Did anyone try this service ?
Thank you,
have a great day !
I found it interesting when you talked about investment opportunities for your needs. In my opinion, everyone should think about their financial future and how to achieve their goals. I believe investing could be the next step for a business owner, and if it were the case, I’d look for professional guidance to get started. Thanks for the information on how to know where to start investing your funds.
Hi, can you advise on the online platforms / apps that allow European citizens to invest in ETF/US stock? Apart from Revolut
Check out my review of DEGIRO.
Hi Jean,
Thanks for lots of useful info!
Do you have any experience with the OnFolio platform? I’ve checked it out after reading your post, and the general idea seems great.. I’m just not sure how reputable the platform is.
Cheers,
Aleksa
Great list! On the property crowdfunding side, I also considered Rendity.
On the same crowd-investing topic for European investors, I have recently discovered an app called Konvi (https://konvi.app/), an investment platform for luxury goods. They have an amazing track record (11% appreciation per year at worst) because they are able to use their expertise when choosing assets 🙂
Welcome. Rendity is a good platform that I’ve also used myself and reviewed here.
I’m not sure how Konvi can have a track record if they haven’t even launched the private beta yet. I wouldn’t invest on that platform for the time being. It feels very experimental.
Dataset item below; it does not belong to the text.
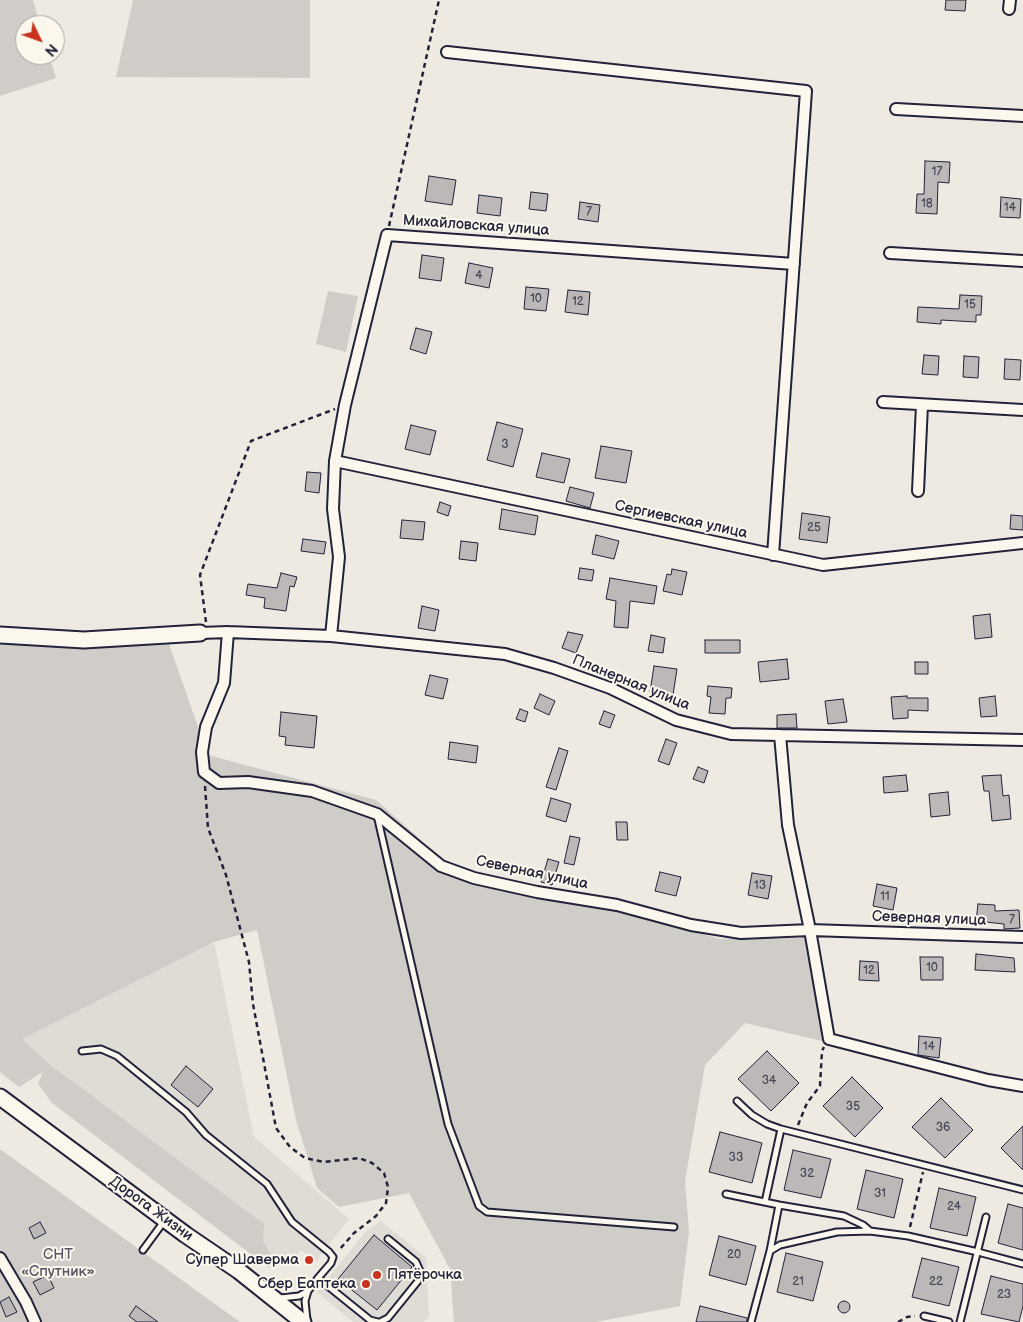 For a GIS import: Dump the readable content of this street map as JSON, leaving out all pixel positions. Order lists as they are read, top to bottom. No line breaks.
{"streets":{"main road":["Дорога Жизни"],"street":["Михайловская улица","Сергиевская улица","Планерная улица","Северная улица"]},"crossings":[["Михайловская улица","Сергиевская улица"],["Михайловская улица","Планерная улица"]],"parks":["СНТ «Спутник»"],"places":["Супер Шаверма","Пятёрочка","Сбер Еаптека"],"house_numbers":["17","18","14","7","4","10","12","15","3","25","13","11","7","10","12","14","34","35","36","33","32","31","24","20","21","22","23"],"north":"bottom right"}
Online trading is trading in financial markets via the Internet. Previously, all trading was held in the exchange building in person or by phone.
First, you need to learn business fundamental then you should jump business. I would like to suggest you do affiliate marketing.
Hi Jean I totally agree with you, and I followed your advices about cryptocurrencies and Property crowdfunding etc… but I have recently found the best way to invest, for me, it’s “social trading”, it’s not mentioned in your article, why?
I just haven’t tried that yet Marco, could you tell us more about your experience? You’re welcome to write a guest post on the blog too if you wish.
I am using etoro and is working great, it’s 2 months I am study any details about the platform, commission, risks and warranties and I can say it’s the best way I found for investing. As you prefer I can write a guest post or just share with you all the infos I have about that.
You can now find my eToro review on this site as well.
$10k!
That aged well haha (Bitcoin price at the time).
Great article, thanks for sharing
You’re welcome Luke.
Great overview Jean – thanks for sharing! I’ve been toying with investing online but never got around to setting time to read up on the subject – mostly due to the fact that I know that you need some extra effort to really be careful what to read, and which sources to trust since you’re the entering territory where online scammers like to wait for their next target 😉
Glad you like the post Daniel. Since most of these things are relatively new, it’s normal to feel a bit hesitant about trusting your money on these platforms. On the other hand, being an early adopter gives you the opportunity to possibly make higher returns. It’s just a matter of educating yourself as much as possible by reading and asking other people for their experiences. One example of the early adopter advantage can be found in the area of loans. People who started doing loans on platforms like Bondora and Mintos just two to three years ago obtained returns of up to 20% yearly. As the platforms became better known and more investors joined, the returns went down, and now the average is only around 11%.